I think this is because they are about to start using it again fairly extensively - its their evacuation practice plane, I believe.

GDZ


----------



## night crawler (Jan 30, 2013)

Awesome stuff there you pair certanly have some balls. Great photo's.


----------



## steve2109 (Jan 30, 2013)

once again your reports take it up another level.. great stuff from both of you


----------



## Ratters (Jan 30, 2013)

This is awesome


----------



## UEP-Wales (Jan 30, 2013)

Great to see you got here in the end! I know how excited you got over the EU version!

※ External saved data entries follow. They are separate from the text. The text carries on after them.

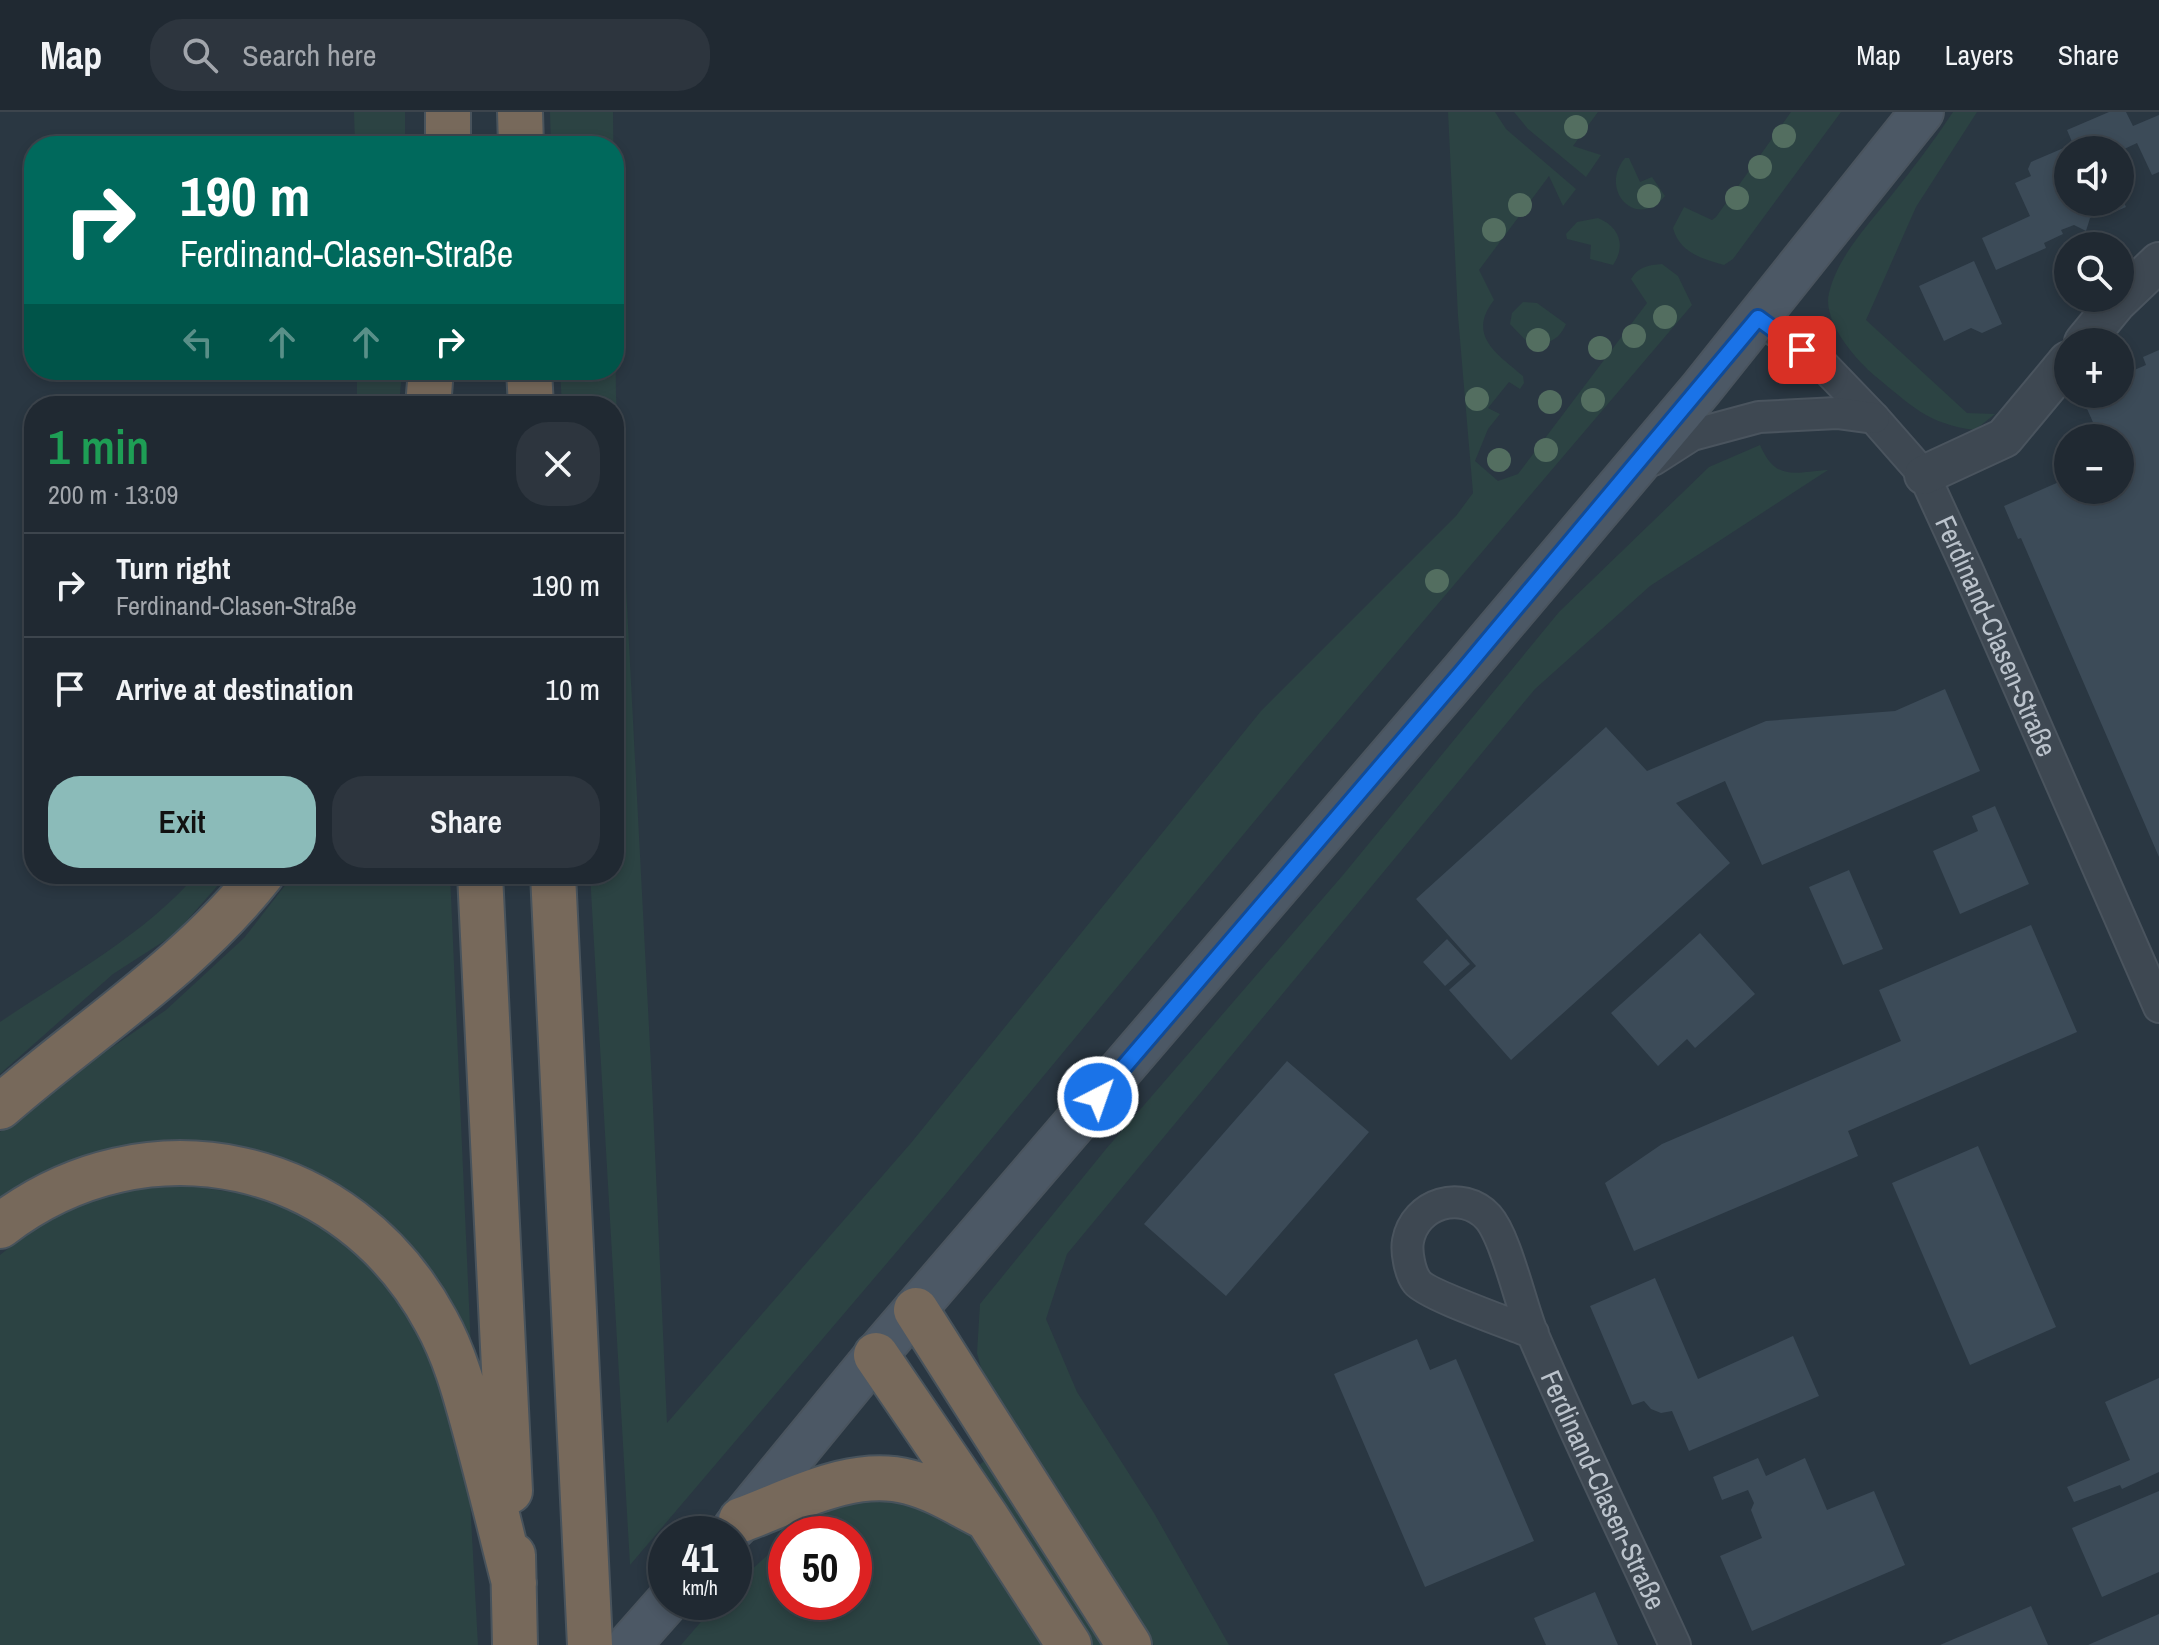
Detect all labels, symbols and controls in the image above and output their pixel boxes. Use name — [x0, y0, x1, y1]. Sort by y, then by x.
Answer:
search box — [150, 19, 710, 91]
text: Map — [40, 30, 102, 81]
icon: search — [178, 33, 222, 77]
text: Search here — [242, 35, 376, 75]
text: Map — [1856, 36, 1901, 74]
text: Layers — [1945, 36, 2014, 74]
text: Share — [2058, 36, 2119, 74]
map controls — [2054, 136, 2134, 504]
button: sound — [2054, 136, 2134, 216]
text: 190 m — [180, 158, 310, 233]
icon: right — [48, 168, 152, 272]
text: Ferdinand-Clasen-Straße — [180, 230, 513, 278]
button: search — [2054, 232, 2134, 312]
pin — [1768, 316, 1836, 384]
icon: left — [176, 320, 220, 364]
icon: ahead — [260, 320, 304, 364]
icon: ahead — [344, 320, 388, 364]
icon: right — [428, 320, 472, 364]
icon: arrive — [1780, 328, 1824, 372]
button: + — [2054, 328, 2134, 408]
text: 1 min — [48, 414, 149, 479]
button: close — [516, 422, 600, 506]
button: − — [2054, 424, 2134, 504]
text: 200 m · 13:09 — [48, 477, 178, 512]
street label: Ferdinand-Clasen-Straße — [1926, 510, 2066, 762]
text: Turn right — [116, 548, 230, 588]
icon: right — [48, 563, 92, 607]
text: 190 m — [532, 565, 600, 605]
text: Ferdinand-Clasen-Straße — [116, 588, 357, 623]
icon: arrive — [48, 667, 92, 711]
text: Arrive at destination — [116, 669, 354, 709]
text: 10 m — [545, 669, 600, 709]
button: Exit — [48, 776, 316, 868]
button: Share — [332, 776, 600, 868]
position arrow — [1056, 1055, 1140, 1139]
street label: Ferdinand-Clasen-Straße — [1532, 1364, 1675, 1616]
speed limit sign: 50 — [768, 1516, 872, 1620]
text: 41 — [682, 1531, 718, 1584]
text: km/h — [682, 1574, 718, 1601]

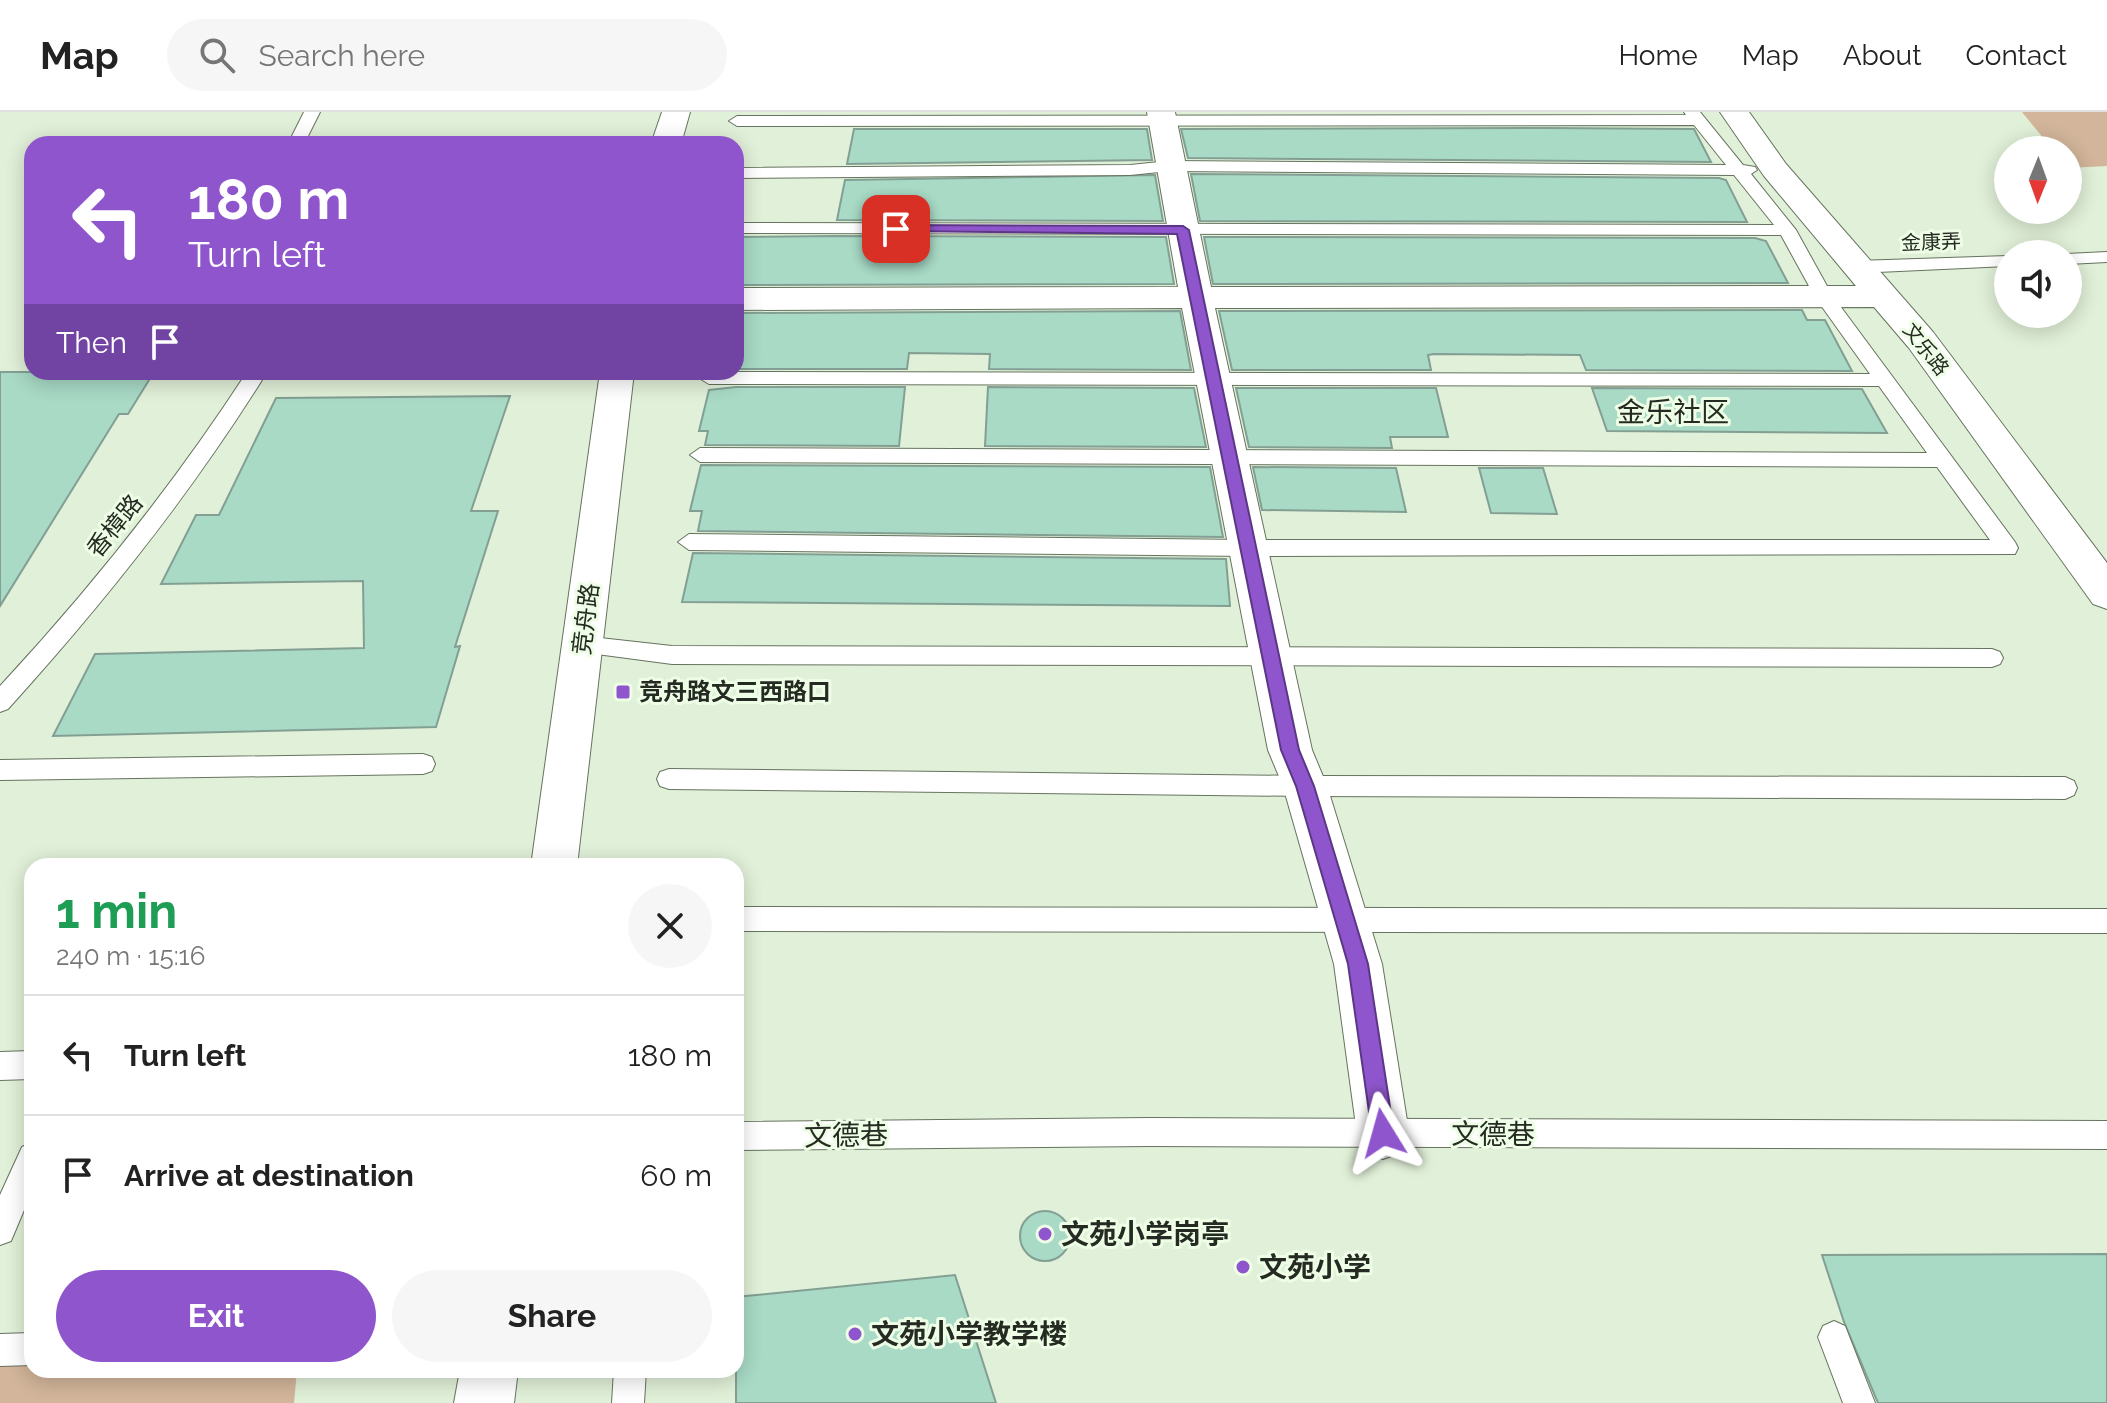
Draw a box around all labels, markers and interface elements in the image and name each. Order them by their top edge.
search box [167,19,727,91]
text: Map [40,33,119,78]
icon: search [195,33,239,77]
text: Search here [259,38,425,73]
text: Home [1618,39,1698,72]
text: Map [1742,39,1799,72]
text: About [1843,39,1922,72]
text: Contact [1966,39,2067,72]
north arrow [1994,136,2082,224]
map controls [1994,136,2082,328]
text: 180 m [188,166,349,232]
icon: left [56,168,160,272]
pin [862,195,930,263]
icon: arrive [874,207,918,251]
street label: 金康弄 [1901,229,1961,255]
text: Turn left [188,233,326,275]
button: sound [1994,240,2082,328]
street label: 文乐路 [1898,318,1954,380]
icon: arrive [143,320,187,364]
text: Then [56,325,127,360]
district label: 金乐社区 [1617,396,1729,429]
street label: 香樟路 [81,489,149,563]
street label: 竞舟路 [567,581,604,656]
place label: 竞舟路文三西路口 [639,677,831,706]
marker: 竞舟路文三西路口 [614,683,632,701]
text: 1 min [56,883,177,939]
button: close [628,884,712,968]
text: 240 m · 15:16 [56,941,205,971]
icon: left [56,1033,100,1077]
text: Turn left [124,1038,246,1073]
text: 180 m [628,1038,712,1073]
position arrow [1341,1091,1425,1175]
street label: 文德巷 [804,1118,888,1153]
street label: 文德巷 [1451,1118,1535,1151]
icon: arrive [56,1153,100,1197]
text: Arrive at destination [124,1158,414,1193]
text: 60 m [640,1158,712,1193]
place label: 文苑小学岗亭 [1061,1218,1229,1251]
marker: 文苑小学岗亭 [1036,1225,1054,1243]
place label: 文苑小学 [1259,1251,1371,1284]
marker: 文苑小学 [1234,1258,1252,1276]
button: Exit [56,1270,376,1362]
button: Share [392,1270,712,1362]
place label: 文苑小学教学楼 [871,1318,1067,1351]
marker: 文苑小学教学楼 [846,1325,864,1343]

Awesome shots from both, cheers for posting them up guys!


----------



## UE-OMJ (Jan 30, 2013)

godzilla73 said:


> I think this is because they are about to start using it again fairly extensively - its their evacuation practice plane, I believe.
> 
> GDZ





Evacuation practice... UrbanX, you'd have been my hero for life if your exit had been via the emergency inflatible slide from the door (while videoing it)


----------



## Ramsgatonian (Jan 30, 2013)

Ellis said:


> Great report guys love it! - I thought they always break old planes?
> 
> My friend works in Kent and he's gone to a job next to the airfield! He said theirs a few cameras going up this morning :-(



The company that bought this aircraft from Kuwait Airways presumably went bankrupt afterwards, and therefore has not had the funds to pay for salvage... The only foreseeable outcome at this point is that the airport will repossess the aircraft due to the lack of payment on parking fees, and break it for their own profit. Trans Atlantic Aviation, the current owner, has only one tail number to their name - this one, which more or less proves this was their start up job and they then went bust.


----------



## Ramsgatonian (Jan 30, 2013)

godzilla73 said:


> I think this is because they are about to start using it again fairly extensively - its their evacuation practice plane, I believe.
> 
> GDZ



It's pretty moldy inside and not looked after at all!


----------



## UrbanX (Jan 30, 2013)

UE-OMJ said:


> Evacuation practice... UrbanX, you'd have been my hero for life if your exit had been via the emergency inflatible slide from the door (while videoing it)



That was discussed... Lol!
Although our evacuation was just as fun


----------



## explorer101 (Jan 30, 2013)

Nice report, a lot braver than me getting on a plane!


----------



## Ramsgatonian (Jan 31, 2013)

Thought this would be of interest!

Here is the aircraft in the rotation stage of take off at Heathrow Airport, in 2001. This was when she still had her Kuwaiti registration - 9K-ADD.


----------



## demon-pap (Jan 31, 2013)

well done guys, this is truly the best explore i have ever seen, absolutly insane. huge congrats guys.


----------



## danbutter (Jan 31, 2013)

Delivered to Kuwait Airways January 1982, leased a few times to Garuda Indonesia and returned to Kuwait Airways and retired from service March 2008 and ferried from Kuwait to there for scrapping. Probably one of the best posts I've seen on this site, loved it!


----------



## jpgee (Jan 31, 2013)

You have listed the performance details for the 727-200 the 747-200 has a range of around 7000nm. Great pics.


----------



## Ninja Kitten (Jan 31, 2013)

amazzzzzzzzzzzzing!!!


----------



## tank2020 (Feb 1, 2013)

Fantastic report, Reminds me I should put my pics up of the now sadly deceased DC10 which was at the same airport. Thanks for posting.


----------



## Ramsgatonian (Feb 1, 2013)

tank2020 said:


> Fantastic report, Reminds me I should put my pics up of the now sadly deceased DC10 which was at the same airport. Thanks for posting.



Did you manage to get inside? I saw a great photograph on SilentUK where they had climbed up some steps and into through the exhaust of the tail engine, and sat in the air intake looking out across the top of the planes!


----------



## tank2020 (Feb 1, 2013)

Ramsgatonian said:


> Did you manage to get inside? I saw a great photograph on SilentUK where they had climbed up some steps and into through the exhaust of the tail engine, and sat in the air intake looking out across the top of the planes!



There you go, posted it.


----------



## Woofem (Feb 2, 2013)

TOP work guys, UrbanX that is the best set of shots i have seen of any plane


----------



## Potter (Feb 3, 2013)

Fantastic work. Any plans to do the DC-8?


----------



## Ramsgatonian (Feb 3, 2013)

Potter said:


> Fantastic work. Any plans to do the DC-8?



I know someone who got in, and I am told it is completely gutted inside - and you face an awkward climb to get in, as there are no open hatches underneath.


----------



## Fury161 (Feb 3, 2013)

stunning report & photos from both of you.


----------